India’s position in the global innovation landscape has undergone a sharp transformation over the last six years, according to the Economic Survey 2025-26 tabled in Parliament on January 29. The Survey notes that India’s ranking in the Global Innovation Index improved from 66th place in 2019 to 38th in 2025, placing the country at the top among lower-middle-income economies and leading the Central and Southern Asia region.
The Survey underlines that this rise reflects a broad-based shift rather than a narrow sectoral improvement. India’s innovation ecosystem, once concentrated largely in select information technology corridors, has expanded across sectors such as biotechnology, artificial intelligence, clean energy, and advanced manufacturing.
A key indicator of this transformation is the growing global recognition of Indian innovation hubs. As per data cited from the World Intellectual Property Organisation (WIPO), three Indian cities, Bengaluru, Delhi, and Mumbai now feature among the world’s top 50 innovation-intensive clusters. This marks a notable departure from the past, when India’s presence in global innovation rankings was limited and geographically concentrated.
The Survey presents intellectual property creation as one of the strongest quantitative markers of India’s innovation progress. Between FY20 and FY25, patent applications in the country nearly doubled. During the same period, trademark registrations increased by 1.5 times, while design registrations rose sharply by 2.5 times.
These gains have translated into higher global rankings in intellectual property filings. India now ranks fourth globally in trademark filings, sixth in patents, and seventh in industrial design registrations. The Survey highlights the surge in design registrations as particularly significant, as it points to a shift from basic manufacturing toward product differentiation, branding, and value addition, key characteristics of economies moving up the global value chain.
The Economic Survey identifies the expansion of India’s startup ecosystem as a central driver behind these trends.
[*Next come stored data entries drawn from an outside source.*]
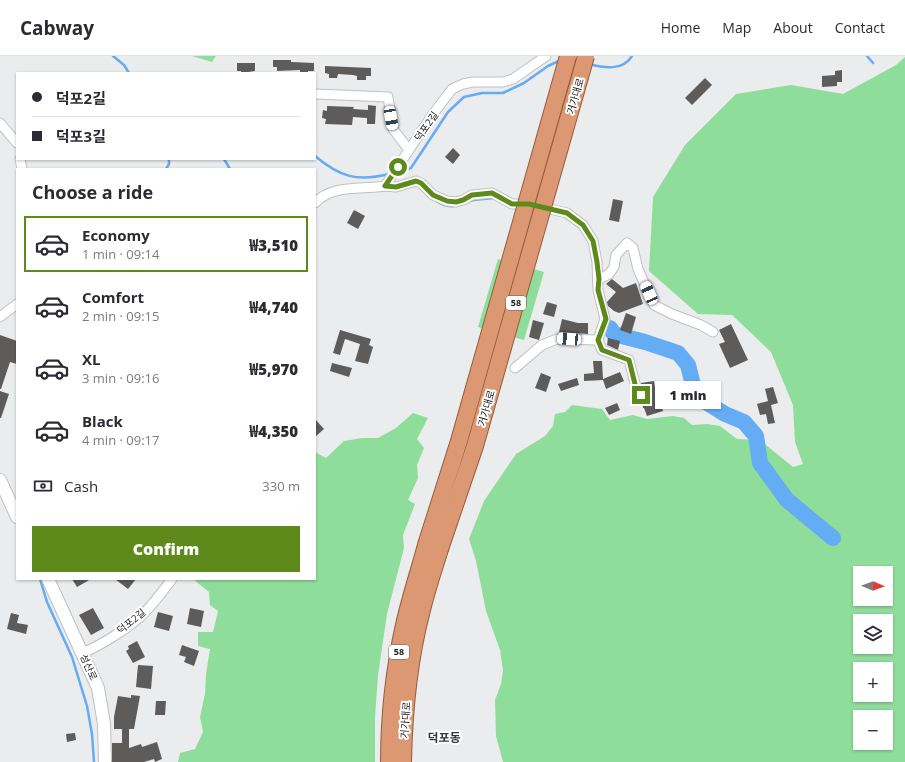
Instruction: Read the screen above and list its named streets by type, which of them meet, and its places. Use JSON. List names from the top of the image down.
{
  "streets": {
    "highway": ["거가대로", "58"],
    "street": ["덕포2길", "성산로"]
  },
  "crossings": [
    ["덕포2길", "성산로"]
  ],
  "districts": ["덕포동"],
  "north": "right",
  "page": {
    "header": "Cabway",
    "nav": [
      "Home",
      "Map",
      "About",
      "Contact"
    ],
    "banner": ["덕포2길", "덕포3길"],
    "heading": "Choose a ride",
    "list": [
      {
        "name": "Economy",
        "note": "1 min · 09:14",
        "value": "₩3,510"
      },
      {
        "name": "Comfort",
        "note": "2 min · 09:15",
        "value": "₩4,740"
      },
      {
        "name": "XL",
        "note": "3 min · 09:16",
        "value": "₩5,970"
      },
      {
        "name": "Black",
        "note": "4 min · 09:17",
        "value": "₩4,350"
      }
    ],
    "bubble": "1 min",
    "pay": ["Cash", "330 m"],
    "buttons": "Confirm",
    "map_buttons": ["+", "−"]
  }
}
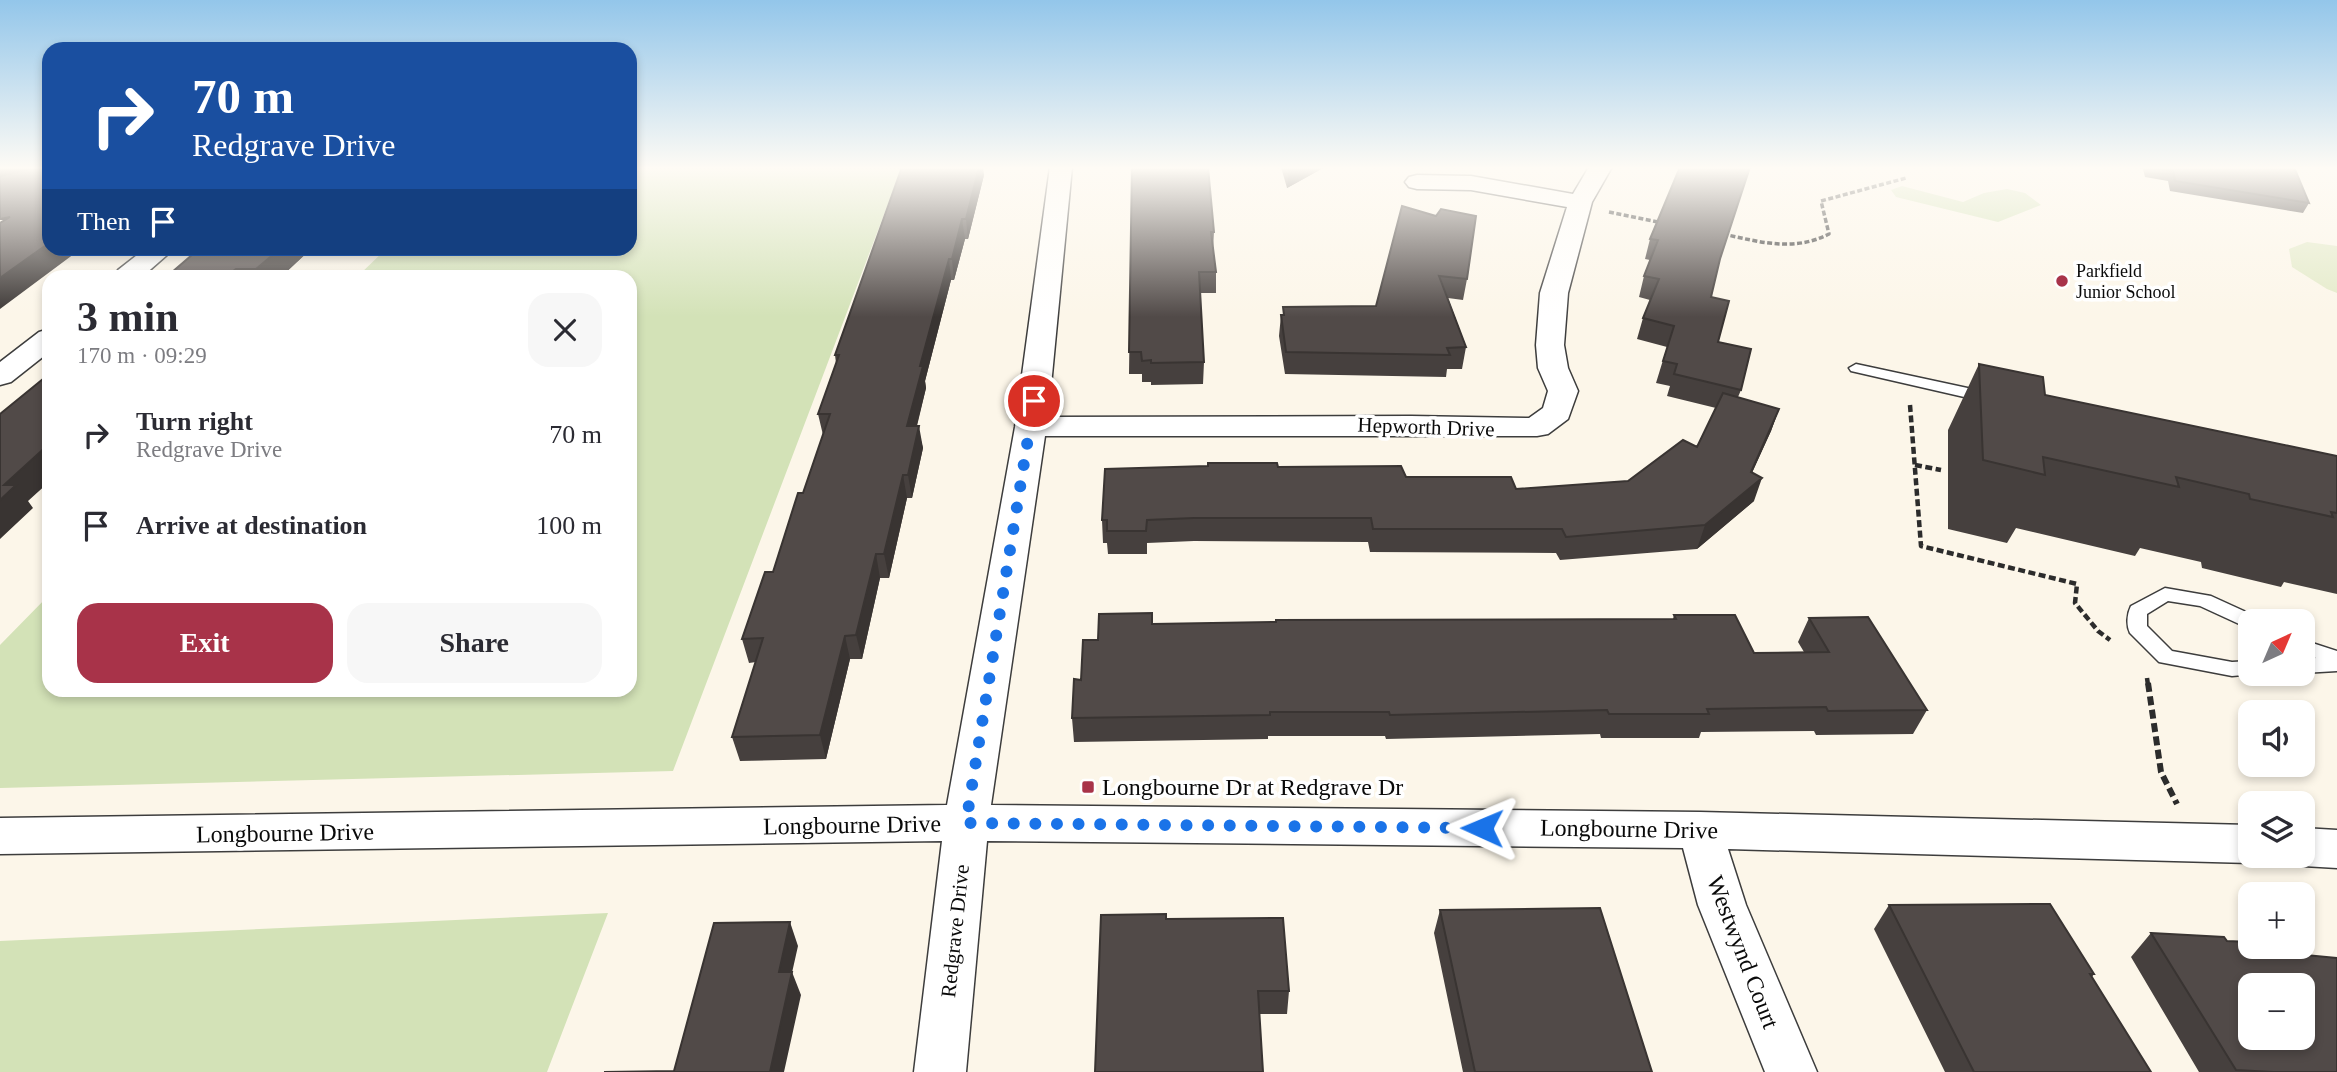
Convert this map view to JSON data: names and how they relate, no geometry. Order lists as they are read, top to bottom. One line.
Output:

The number of startups recognised by the Department for Promotion of Industry and Internal Trade (DPIIT) has increased dramatically, from around 500 in 2016 to more than two lakh by 2025. This growth has been supported by policy instruments such as the Fund of Funds for Startups and the Credit Guarantee Scheme, which have improved access to capital and reduced early-stage risks.
Alongside startups, public research institutions have also played a role in strengthening the innovation pipeline. The Survey notes that organisations such as the Council of Scientific and Industrial Research (CSIR) have increasingly shifted focus from purely laboratory-based research toward technologies with deployable and commercial applications, helping bridge the gap between research and industry needs.
Despite these advances, the Survey flags persistent structural challenges. India’s gross expenditure on research and development remains at 0.64 per cent of GDP, a level that is substantially lower than the 2 to 5 per cent range observed in leading innovation-driven economies. This constraint, the Survey suggests, limits the scale and depth of innovation, particularly in high-technology and capital-intensive sectors.
To address this gap, the Economic Survey points to the recently announced Research, Development and Innovation Fund with an allocation of Rs 1 lakh crore. The fund is expected to strengthen India’s innovation ecosystem by supporting advanced research, technology development, and commercialisation efforts.
Overall, the Economic Survey 2025-26 presents India’s rise in the Global Innovation Index as the outcome of sustained policy support, expanding entrepreneurial activity, and increasing intellectual property generation, while also underscoring the need for higher R&D investment to sustain this momentum.